Paris Saclay Center for Data Science

Titanic RAMP: survival prediction of Titanic passengers

Benoit Playe (Institut Curie/Mines ParisTech), Chloé-Agathe Azencott (Institut Curie/Mines ParisTech), Alex Gramfort (LTCI/Télécom ParisTech), Balázs Kégl (LAL/CNRS)

Introduction

This is an initiation project to introduce RAMP and get you to know how it works.

The goal is to develop prediction models able to identify people who survived from the sinking of the Titanic, based on gender, age, and ticketing information.

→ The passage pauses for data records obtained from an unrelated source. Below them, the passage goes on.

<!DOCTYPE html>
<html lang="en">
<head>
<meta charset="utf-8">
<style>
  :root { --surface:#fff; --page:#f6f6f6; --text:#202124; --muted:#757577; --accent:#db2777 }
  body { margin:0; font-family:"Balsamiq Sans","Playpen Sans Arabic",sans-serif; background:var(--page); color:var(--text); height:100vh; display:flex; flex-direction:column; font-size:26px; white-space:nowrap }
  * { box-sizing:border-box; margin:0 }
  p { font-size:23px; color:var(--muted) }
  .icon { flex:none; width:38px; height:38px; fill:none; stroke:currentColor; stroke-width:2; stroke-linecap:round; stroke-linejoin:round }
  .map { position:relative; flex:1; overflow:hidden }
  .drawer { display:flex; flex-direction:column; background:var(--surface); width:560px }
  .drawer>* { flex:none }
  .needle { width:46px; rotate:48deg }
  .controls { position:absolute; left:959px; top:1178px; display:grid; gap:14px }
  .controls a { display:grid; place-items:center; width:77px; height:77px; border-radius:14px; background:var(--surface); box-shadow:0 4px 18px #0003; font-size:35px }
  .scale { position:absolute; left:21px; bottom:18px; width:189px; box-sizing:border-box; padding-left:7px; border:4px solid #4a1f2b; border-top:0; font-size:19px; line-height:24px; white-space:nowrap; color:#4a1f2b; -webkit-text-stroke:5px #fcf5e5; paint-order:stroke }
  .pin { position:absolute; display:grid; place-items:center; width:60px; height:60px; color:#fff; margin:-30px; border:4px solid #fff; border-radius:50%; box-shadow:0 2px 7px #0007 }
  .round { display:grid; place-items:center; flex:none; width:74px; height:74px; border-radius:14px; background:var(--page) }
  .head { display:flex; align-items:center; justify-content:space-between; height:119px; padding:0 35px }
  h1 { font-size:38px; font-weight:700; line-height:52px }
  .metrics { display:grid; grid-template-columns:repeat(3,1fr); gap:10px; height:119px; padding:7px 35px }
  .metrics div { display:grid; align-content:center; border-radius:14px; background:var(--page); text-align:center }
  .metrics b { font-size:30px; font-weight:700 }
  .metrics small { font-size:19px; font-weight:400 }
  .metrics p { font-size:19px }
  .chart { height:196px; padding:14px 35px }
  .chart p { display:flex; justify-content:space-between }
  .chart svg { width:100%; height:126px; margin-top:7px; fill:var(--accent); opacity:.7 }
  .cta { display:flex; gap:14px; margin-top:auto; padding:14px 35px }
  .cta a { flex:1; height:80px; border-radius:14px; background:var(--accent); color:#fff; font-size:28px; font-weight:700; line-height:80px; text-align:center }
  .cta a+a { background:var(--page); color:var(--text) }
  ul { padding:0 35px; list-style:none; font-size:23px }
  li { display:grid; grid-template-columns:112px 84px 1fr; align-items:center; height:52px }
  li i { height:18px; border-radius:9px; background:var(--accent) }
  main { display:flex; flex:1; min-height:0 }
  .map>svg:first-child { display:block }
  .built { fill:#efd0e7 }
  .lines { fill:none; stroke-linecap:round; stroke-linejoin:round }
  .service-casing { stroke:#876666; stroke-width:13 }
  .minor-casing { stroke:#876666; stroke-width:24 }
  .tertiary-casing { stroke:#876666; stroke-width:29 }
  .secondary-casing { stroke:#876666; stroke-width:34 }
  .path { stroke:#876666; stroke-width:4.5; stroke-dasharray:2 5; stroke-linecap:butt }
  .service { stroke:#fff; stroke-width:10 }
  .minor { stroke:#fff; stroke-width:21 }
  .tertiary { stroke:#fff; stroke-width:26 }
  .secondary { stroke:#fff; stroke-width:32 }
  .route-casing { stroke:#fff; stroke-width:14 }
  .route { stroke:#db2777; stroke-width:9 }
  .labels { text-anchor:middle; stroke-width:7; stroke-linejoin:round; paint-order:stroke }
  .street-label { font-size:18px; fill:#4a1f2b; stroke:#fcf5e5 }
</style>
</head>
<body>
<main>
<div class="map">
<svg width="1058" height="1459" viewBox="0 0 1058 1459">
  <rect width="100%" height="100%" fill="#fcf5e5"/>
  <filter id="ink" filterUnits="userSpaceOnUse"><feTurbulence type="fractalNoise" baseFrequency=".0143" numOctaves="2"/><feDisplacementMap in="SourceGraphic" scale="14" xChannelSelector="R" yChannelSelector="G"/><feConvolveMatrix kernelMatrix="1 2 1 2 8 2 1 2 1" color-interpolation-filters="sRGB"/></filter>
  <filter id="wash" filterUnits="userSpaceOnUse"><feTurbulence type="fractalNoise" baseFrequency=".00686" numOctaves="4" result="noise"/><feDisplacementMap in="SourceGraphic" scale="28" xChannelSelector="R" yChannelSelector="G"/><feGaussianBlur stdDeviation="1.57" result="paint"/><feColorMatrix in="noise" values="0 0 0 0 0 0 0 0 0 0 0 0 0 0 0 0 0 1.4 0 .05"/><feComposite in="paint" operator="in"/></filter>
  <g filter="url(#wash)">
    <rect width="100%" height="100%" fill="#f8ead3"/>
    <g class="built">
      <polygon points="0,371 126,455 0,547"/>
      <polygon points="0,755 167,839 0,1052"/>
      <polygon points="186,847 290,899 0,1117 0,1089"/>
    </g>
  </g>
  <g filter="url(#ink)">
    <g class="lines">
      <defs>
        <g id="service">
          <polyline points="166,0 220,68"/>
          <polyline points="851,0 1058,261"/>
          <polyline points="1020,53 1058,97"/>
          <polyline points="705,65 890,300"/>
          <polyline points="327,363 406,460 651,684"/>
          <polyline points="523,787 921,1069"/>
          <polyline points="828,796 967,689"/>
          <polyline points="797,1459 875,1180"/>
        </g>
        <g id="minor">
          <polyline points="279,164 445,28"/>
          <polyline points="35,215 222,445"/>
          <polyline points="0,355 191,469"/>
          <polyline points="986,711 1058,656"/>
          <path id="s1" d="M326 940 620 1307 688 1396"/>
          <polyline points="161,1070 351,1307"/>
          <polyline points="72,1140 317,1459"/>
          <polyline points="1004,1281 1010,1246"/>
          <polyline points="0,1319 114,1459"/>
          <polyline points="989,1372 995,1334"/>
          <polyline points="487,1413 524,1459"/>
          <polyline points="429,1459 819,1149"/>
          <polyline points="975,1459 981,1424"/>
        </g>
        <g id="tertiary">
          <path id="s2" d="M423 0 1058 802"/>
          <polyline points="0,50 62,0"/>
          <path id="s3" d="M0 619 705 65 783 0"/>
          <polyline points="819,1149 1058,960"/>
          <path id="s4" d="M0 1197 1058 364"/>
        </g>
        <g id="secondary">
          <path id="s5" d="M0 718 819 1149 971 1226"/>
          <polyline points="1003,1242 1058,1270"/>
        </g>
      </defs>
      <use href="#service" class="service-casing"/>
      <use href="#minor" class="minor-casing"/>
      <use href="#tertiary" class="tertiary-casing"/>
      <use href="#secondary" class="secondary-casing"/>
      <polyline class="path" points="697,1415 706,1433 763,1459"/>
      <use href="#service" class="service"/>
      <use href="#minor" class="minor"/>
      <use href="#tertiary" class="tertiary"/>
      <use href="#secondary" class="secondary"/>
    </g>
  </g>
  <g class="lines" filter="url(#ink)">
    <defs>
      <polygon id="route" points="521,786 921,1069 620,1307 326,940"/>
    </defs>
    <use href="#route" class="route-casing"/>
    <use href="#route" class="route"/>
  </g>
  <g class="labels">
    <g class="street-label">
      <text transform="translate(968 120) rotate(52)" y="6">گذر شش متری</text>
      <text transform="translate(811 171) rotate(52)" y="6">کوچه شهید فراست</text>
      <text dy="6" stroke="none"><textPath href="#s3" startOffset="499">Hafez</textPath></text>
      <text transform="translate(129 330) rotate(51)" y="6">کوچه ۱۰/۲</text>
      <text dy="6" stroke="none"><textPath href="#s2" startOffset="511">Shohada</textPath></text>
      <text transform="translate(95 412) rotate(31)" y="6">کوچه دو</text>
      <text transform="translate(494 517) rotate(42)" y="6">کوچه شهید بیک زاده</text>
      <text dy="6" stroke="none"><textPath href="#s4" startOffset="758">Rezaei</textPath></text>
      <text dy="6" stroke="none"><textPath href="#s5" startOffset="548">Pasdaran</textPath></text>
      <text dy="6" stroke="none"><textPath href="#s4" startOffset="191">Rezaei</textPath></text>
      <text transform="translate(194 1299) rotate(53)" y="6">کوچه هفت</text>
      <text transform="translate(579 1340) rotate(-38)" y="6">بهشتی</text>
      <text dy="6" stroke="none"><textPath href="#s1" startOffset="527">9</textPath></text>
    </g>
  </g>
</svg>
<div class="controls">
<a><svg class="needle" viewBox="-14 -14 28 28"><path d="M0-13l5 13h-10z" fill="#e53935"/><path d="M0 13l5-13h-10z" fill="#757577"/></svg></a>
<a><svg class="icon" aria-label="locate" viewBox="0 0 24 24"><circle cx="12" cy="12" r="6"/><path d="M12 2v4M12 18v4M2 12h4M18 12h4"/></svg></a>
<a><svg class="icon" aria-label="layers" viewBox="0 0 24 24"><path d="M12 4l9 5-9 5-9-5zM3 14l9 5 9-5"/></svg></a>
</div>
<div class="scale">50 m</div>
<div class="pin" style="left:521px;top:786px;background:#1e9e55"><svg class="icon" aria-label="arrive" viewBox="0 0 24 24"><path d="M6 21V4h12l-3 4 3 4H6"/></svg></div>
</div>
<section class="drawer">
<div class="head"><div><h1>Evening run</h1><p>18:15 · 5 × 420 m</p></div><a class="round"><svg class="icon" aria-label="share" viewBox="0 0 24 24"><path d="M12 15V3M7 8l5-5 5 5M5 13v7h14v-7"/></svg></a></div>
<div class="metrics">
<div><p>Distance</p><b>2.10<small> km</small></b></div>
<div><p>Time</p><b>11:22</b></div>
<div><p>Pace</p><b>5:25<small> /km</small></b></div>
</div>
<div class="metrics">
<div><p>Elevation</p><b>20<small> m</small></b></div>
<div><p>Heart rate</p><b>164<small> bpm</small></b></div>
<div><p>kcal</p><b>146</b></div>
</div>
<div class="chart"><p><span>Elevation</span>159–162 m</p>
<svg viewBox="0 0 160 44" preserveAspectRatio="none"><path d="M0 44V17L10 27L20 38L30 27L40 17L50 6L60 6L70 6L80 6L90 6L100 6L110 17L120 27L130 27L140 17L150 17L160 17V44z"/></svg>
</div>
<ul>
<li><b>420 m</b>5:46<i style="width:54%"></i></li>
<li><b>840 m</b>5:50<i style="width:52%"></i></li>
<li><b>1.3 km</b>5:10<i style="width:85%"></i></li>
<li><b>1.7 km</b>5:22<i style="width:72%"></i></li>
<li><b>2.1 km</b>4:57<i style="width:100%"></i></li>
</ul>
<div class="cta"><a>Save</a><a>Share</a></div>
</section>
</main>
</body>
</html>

The data we will manipulate is from the Titanic kaggle challenge.

Requirements

  • numpy>=1.10.0
  • matplotlib>=1.5.0
  • pandas>=0.19.0
  • scikit-learn>=0.17 (different syntaxes for v0.17 and v0.18)
  • seaborn>=0.7.1

In [ ]:
%matplotlib inline
import os
import glob
import numpy as np
from scipy import io
import matplotlib.pyplot as plt
import pandas as pd
from rampwf.utils.importing import import_module_from_source

Exploratory data analysis

Loading the data


In [ ]:
train_filename = 'data/train.csv'
data = pd.read_csv(train_filename)
y_df = data['Survived']
X_df = data.drop(['Survived', 'PassengerId'], axis=1)
X_df.head(5)

In [ ]:
data.describe()

In [ ]:
data.count()

The original training data frame has 891 rows. In the starting kit, we give you a subset of 445 rows. Some passengers have missing information: in particular Age and Cabin info can be missing. The meaning of the columns is explained on the challenge website:

Predicting survival

The goal is to predict whether a passenger has survived from other known attributes. Let us group the data according to the Survived columns:


In [ ]:
data.groupby('Survived').count()

About two thirds of the passengers perished in the event. A dummy classifier that systematically returns "0" would have an accuracy of 62%, higher than that of a random model.

Some plots

Features densities and co-evolution

A scatterplot matrix allows us to visualize:

  • on the diagonal, the density estimation for each feature
  • on each of the off-diagonal plots, a scatterplot between two features. Each dot represents an instance.

In [ ]:
from pandas.plotting import scatter_matrix
scatter_matrix(data.get(['Fare', 'Pclass', 'Age']), alpha=0.2,
               figsize=(8, 8), diagonal='kde');

Non-linearly transformed data

The Fare variable has a very heavy tail. We can log-transform it.


In [ ]:
data_plot = data.get(['Age', 'Survived'])
data_plot = data.assign(LogFare=lambda x : np.log(x.Fare + 10.))
scatter_matrix(data_plot.get(['Age', 'LogFare']), alpha=0.2, figsize=(8, 8), diagonal='kde');

data_plot.plot(kind='scatter', x='Age', y='LogFare', c='Survived', s=50, cmap=plt.cm.Paired);

Plot the bivariate distributions and marginals of two variables

Another way of visualizing relationships between variables is to plot their bivariate distributions.


In [ ]:
import seaborn as sns

sns.set()
sns.set_style("whitegrid")
sns.jointplot(data_plot.Age[data_plot.Survived == 1],
              data_plot.LogFare[data_plot.Survived == 1],
              kind="kde", size=7, space=0, color="b");

sns.jointplot(data_plot.Age[data_plot.Survived == 0],
              data_plot.LogFare[data_plot.Survived == 0],
              kind="kde", size=7, space=0, color="y");

The pipeline

For submitting at the RAMP site, you will have to write two classes, saved in two different files:

  • the class FeatureExtractor, which will be used to extract features for classification from the dataset and produce a numpy array of size (number of samples $\times$ number of features).
  • a class Classifier to predict survival

Feature extractor

The feature extractor implements a transform member function. It is saved in the file submissions/starting_kit/feature_extractor.py. It receives the pandas dataframe X_df defined at the beginning of the notebook. It should produce a numpy array representing the extracted features, which will then be used for the classification.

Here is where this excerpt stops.